Prosthesis–Patient Mismatch: Comparison
Please note this is a comparison between Version 1 by Talal Fazmin and Version 2 by Camila Xu.

Prosthesis–patient mismatch (PPM) is defined as implanting a prosthetic that is insufficiently sized for the patient receiving it. PPM leads to high residual transvalvular gradients post-aortic valve replacement and consequently results in left ventricular dysfunction, morbidity and mortality in both the short and long term.

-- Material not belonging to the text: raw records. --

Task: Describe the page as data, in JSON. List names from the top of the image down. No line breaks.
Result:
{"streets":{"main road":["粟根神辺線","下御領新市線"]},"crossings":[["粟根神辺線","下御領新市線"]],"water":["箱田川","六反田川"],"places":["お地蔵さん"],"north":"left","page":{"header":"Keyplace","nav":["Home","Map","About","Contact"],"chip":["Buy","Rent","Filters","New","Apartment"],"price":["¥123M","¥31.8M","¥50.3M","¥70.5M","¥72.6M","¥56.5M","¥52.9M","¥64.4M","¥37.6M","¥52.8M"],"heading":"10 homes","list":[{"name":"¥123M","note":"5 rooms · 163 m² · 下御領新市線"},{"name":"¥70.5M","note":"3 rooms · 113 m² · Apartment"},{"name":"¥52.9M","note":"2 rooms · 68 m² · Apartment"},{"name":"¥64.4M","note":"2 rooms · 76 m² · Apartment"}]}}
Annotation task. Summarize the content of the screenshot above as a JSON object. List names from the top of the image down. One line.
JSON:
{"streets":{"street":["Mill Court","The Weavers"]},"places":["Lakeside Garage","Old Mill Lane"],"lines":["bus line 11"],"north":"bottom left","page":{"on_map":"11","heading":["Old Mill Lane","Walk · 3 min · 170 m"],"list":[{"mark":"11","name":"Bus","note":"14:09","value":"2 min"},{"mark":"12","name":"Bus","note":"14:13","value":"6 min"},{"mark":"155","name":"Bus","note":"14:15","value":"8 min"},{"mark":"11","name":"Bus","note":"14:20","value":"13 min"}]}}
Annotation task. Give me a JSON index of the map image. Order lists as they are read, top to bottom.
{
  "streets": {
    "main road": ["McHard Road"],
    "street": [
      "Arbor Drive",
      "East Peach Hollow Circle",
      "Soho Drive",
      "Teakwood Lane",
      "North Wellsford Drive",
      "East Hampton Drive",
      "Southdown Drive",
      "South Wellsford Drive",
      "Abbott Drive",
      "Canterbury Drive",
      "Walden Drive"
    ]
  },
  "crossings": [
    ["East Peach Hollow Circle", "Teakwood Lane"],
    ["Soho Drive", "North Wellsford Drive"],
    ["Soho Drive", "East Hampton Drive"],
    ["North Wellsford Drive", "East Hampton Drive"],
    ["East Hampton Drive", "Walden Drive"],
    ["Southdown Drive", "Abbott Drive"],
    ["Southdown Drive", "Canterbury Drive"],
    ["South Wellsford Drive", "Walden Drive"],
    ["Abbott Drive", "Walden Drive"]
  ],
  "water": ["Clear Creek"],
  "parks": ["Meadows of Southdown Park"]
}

  • aortic root enlargement
  • prosthesis–patient mismatch
  • aortic stenosis

1. Introduction and Definition of Prosthesis–Patient Mismatch

Aortic valve replacement is one of the most performed procedures in adult cardiac surgical practice. Prosthesis–patient mismatch (PPM) was first described in 1978 as a complication of aortic valve replacement [1]. It is defined as occurring when a prosthetic valve effective orifice area (EOA) is too small relative to the size of the patient it is being implanted in. When indexed relative to a patient’s body surface area (BSA), it is expressed as the indexed EOA (iEOA). The degree of PPM can be expressed using the iEOA as follows: ≤0.85 cm2/m2—moderate PPM and ≤0.65 cm2/m2—severe PPM [2]. The definition has been recently updated by the valve academic research consortium 3 (VARC 3) criteria to also account for body mass index (BMI), as a high BSA would lead to the over-indexing of the iEOA and the overestimation of PPM. Thus, when BMI > 30 kg/m2, mild PPM is present; moderate PPM is present when iEOA < 0.70 cm2/m2 and severe PPM is present when iEOA is <0.55 cm2/m2 [3][4][3,4] (Table 1). The incidence of PPM shows variation across different studies and patient cohorts, but a recent meta-analysis demonstrated an incidence of 53.7% (with a range of 6.1–93.8% in included studies), highlighting that it is a common phenomenon [5]. It impacts the prostheses used in both surgical (SAVR) as well as transcatheter (TAVR) aortic valve replacement. Therefore, it is important for heart teams to understand PPM, its clinical impact, and strategies to account for and mitigate PPM, which include aortic root enlargement (ARE).
Table 1. Definitions of PPM based on iEOA. Adjustments according to BMI are also included. PPM—prosthesis–patient mismatch, iEOA—indexed effective orifice area, BMI—body mass index.
Table 3. Simulation of predicted iEOA for a range of patient BSA values and Carpentier–Edwards Perimount Magna valve sizes. Moderate PPM values are highlighted in yellow. BSA—body surface area, EOA—effective orifice area, PPM—prosthesis–patient mismatch.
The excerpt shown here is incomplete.